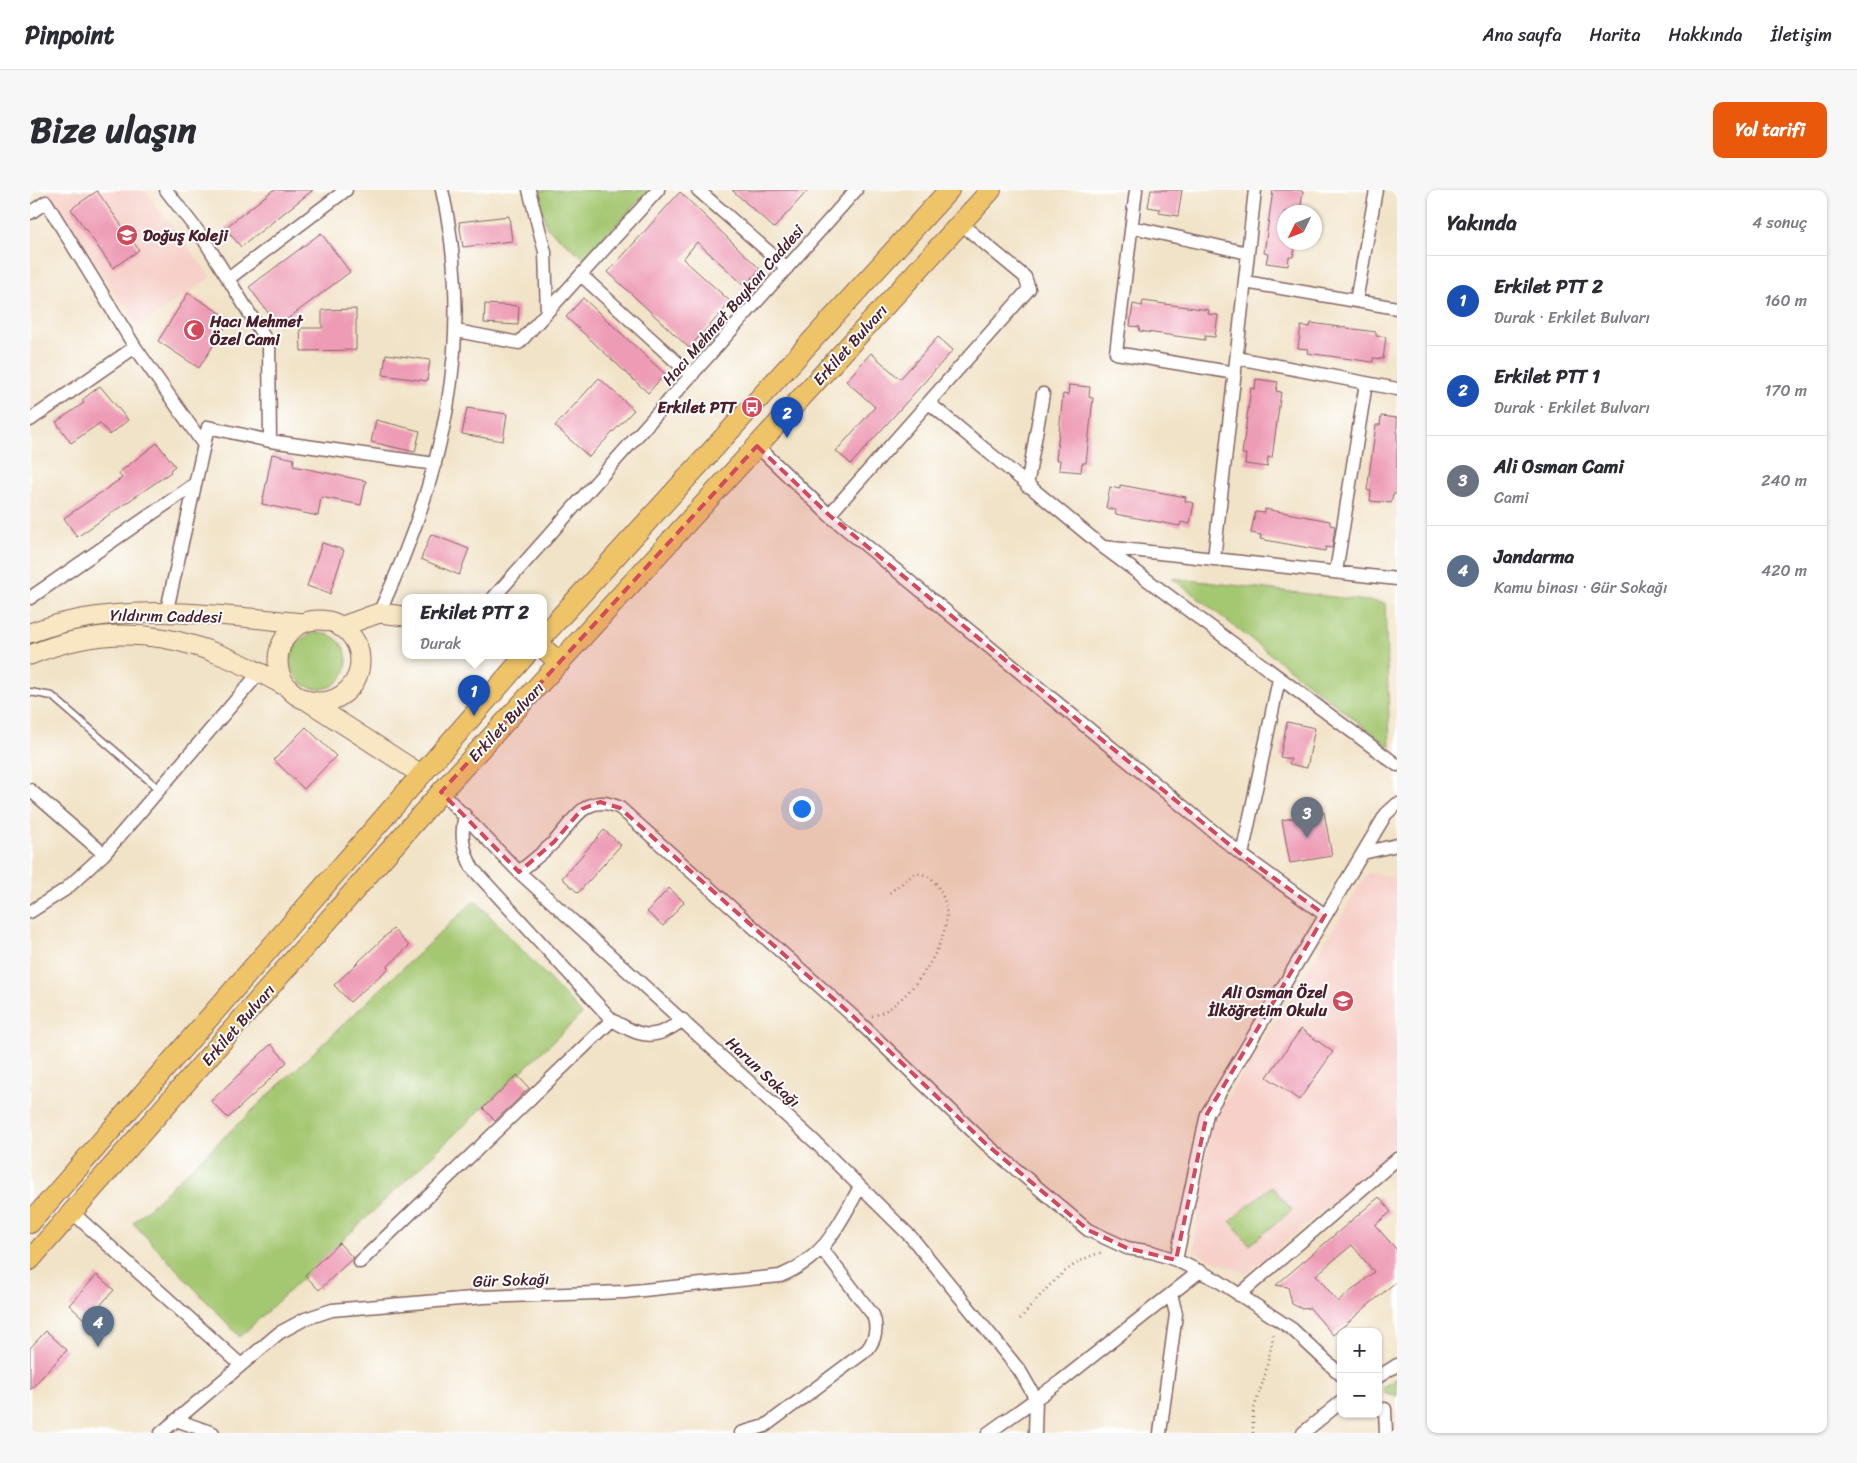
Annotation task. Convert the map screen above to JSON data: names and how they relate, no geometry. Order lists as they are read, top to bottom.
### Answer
{
  "streets": {
    "main road": ["Erkilet Bulvarı"],
    "street": [
      "Hacı Mehmet Baykan Caddesi",
      "Yıldırım Caddesi",
      "Harun Sokağı",
      "Gür Sokağı"
    ]
  },
  "crossings": [
    ["Erkilet Bulvarı", "Harun Sokağı"],
    ["Harun Sokağı", "Gür Sokağı"]
  ],
  "places": {
    "school or university": ["Doğuş Koleji", "Ali Osman Özel İlköğretim Okulu"],
    "mosque": ["Hacı Mehmet Özel Cami"],
    "bus stop": ["Erkilet PTT"]
  },
  "north": "bottom left",
  "page": {
    "header": "Pinpoint",
    "nav": [
      "Ana sayfa",
      "Harita",
      "Hakkında",
      "İletişim"
    ],
    "title": "Bize ulaşın",
    "buttons": "Yol tarifi",
    "heading": ["Yakında", "4 sonuç"],
    "list": [
      {
        "mark": "1",
        "name": "Erkilet PTT 2",
        "note": "Durak · Erkilet Bulvarı",
        "value": "160 m"
      },
      {
        "mark": "2",
        "name": "Erkilet PTT 1",
        "note": "Durak · Erkilet Bulvarı",
        "value": "170 m"
      },
      {
        "mark": "3",
        "name": "Ali Osman Cami",
        "note": "Cami",
        "value": "240 m"
      },
      {
        "mark": "4",
        "name": "Jandarma",
        "note": "Kamu binası · Gür Sokağı",
        "value": "420 m"
      }
    ],
    "pins": [
      "2",
      "1",
      "3",
      "4"
    ],
    "popup": ["Erkilet PTT 2", "Durak"],
    "map_buttons": ["+", "−"]
  }
}
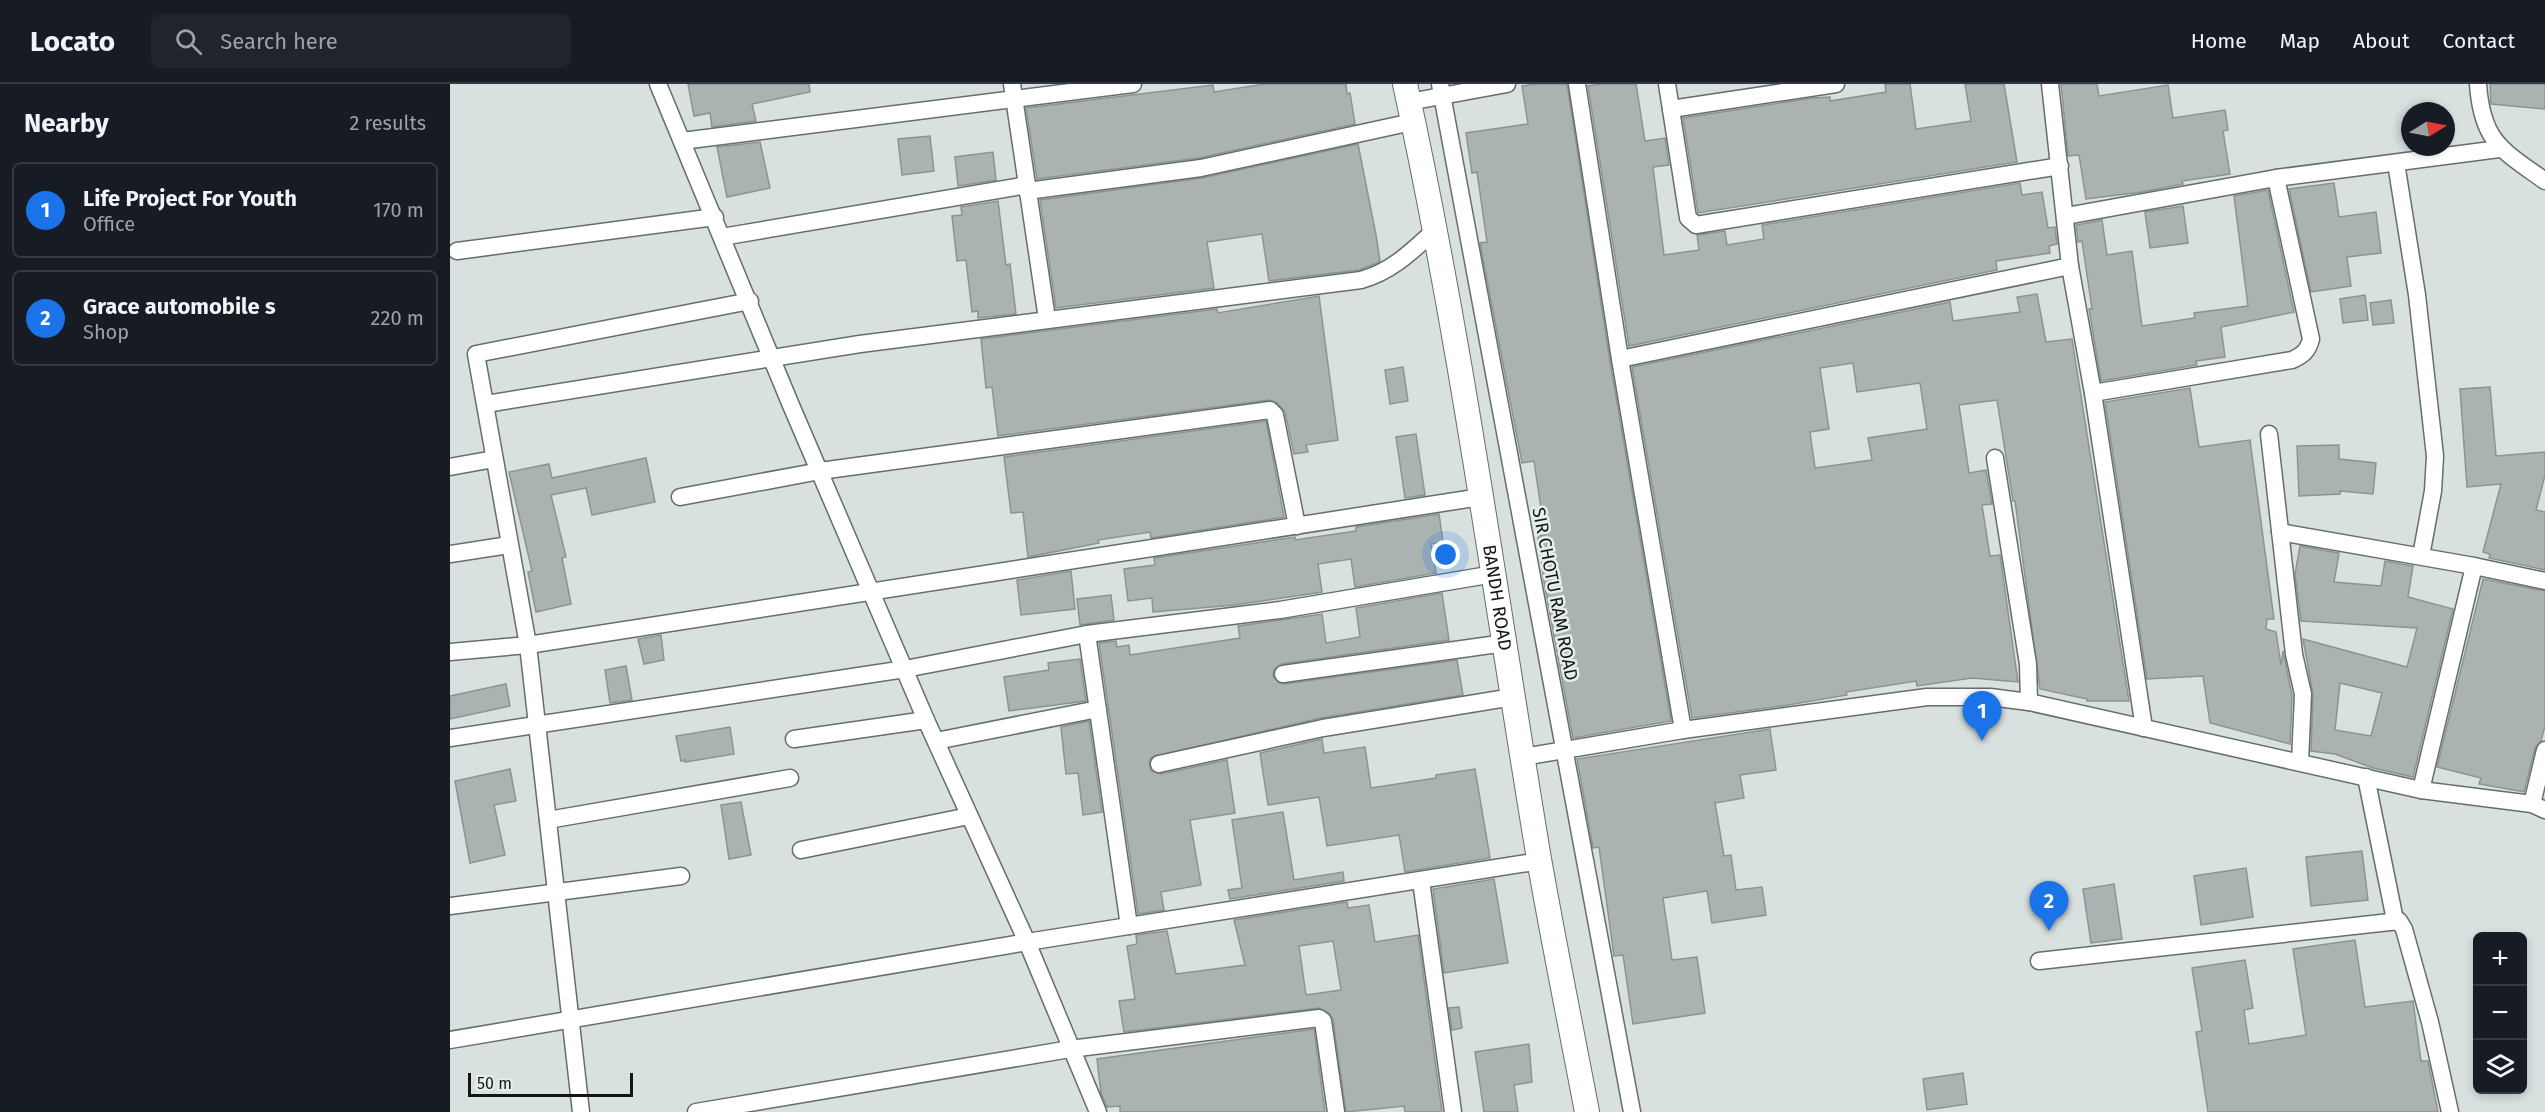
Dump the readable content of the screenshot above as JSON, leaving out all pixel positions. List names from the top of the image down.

* * *

The records above must be printed exactly, but the pictures they hold should be omitted.

Annotation task. Convert the map screen above to JSON data: names and how they relate, no geometry. Order lists as they are read, top to bottom.
### Answer
{
  "streets": {
    "main road": ["Erkilet Bulvarı"],
    "street": [
      "Hacı Mehmet Baykan Caddesi",
      "Yıldırım Caddesi",
      "Harun Sokağı",
      "Gür Sokağı"
    ]
  },
  "crossings": [
    ["Erkilet Bulvarı", "Harun Sokağı"],
    ["Harun Sokağı", "Gür Sokağı"]
  ],
  "places": {
    "school or university": ["Doğuş Koleji", "Ali Osman Özel İlköğretim Okulu"],
    "mosque": ["Hacı Mehmet Özel Cami"],
    "bus stop": ["Erkilet PTT"]
  },
  "north": "bottom left",
  "page": {
    "header": "Pinpoint",
    "nav": [
      "Ana sayfa",
      "Harita",
      "Hakkında",
      "İletişim"
    ],
    "title": "Bize ulaşın",
    "buttons": "Yol tarifi",
    "heading": ["Yakında", "4 sonuç"],
    "list": [
      {
        "mark": "1",
        "name": "Erkilet PTT 2",
        "note": "Durak · Erkilet Bulvarı",
        "value": "160 m"
      },
      {
        "mark": "2",
        "name": "Erkilet PTT 1",
        "note": "Durak · Erkilet Bulvarı",
        "value": "170 m"
      },
      {
        "mark": "3",
        "name": "Ali Osman Cami",
        "note": "Cami",
        "value": "240 m"
      },
      {
        "mark": "4",
        "name": "Jandarma",
        "note": "Kamu binası · Gür Sokağı",
        "value": "420 m"
      }
    ],
    "pins": [
      "2",
      "1",
      "3",
      "4"
    ],
    "popup": ["Erkilet PTT 2", "Durak"],
    "map_buttons": ["+", "−"]
  }
}
Dump the readable content of the screenshot above as JSON, leaving out all pixel positions. List names from the top of the image down.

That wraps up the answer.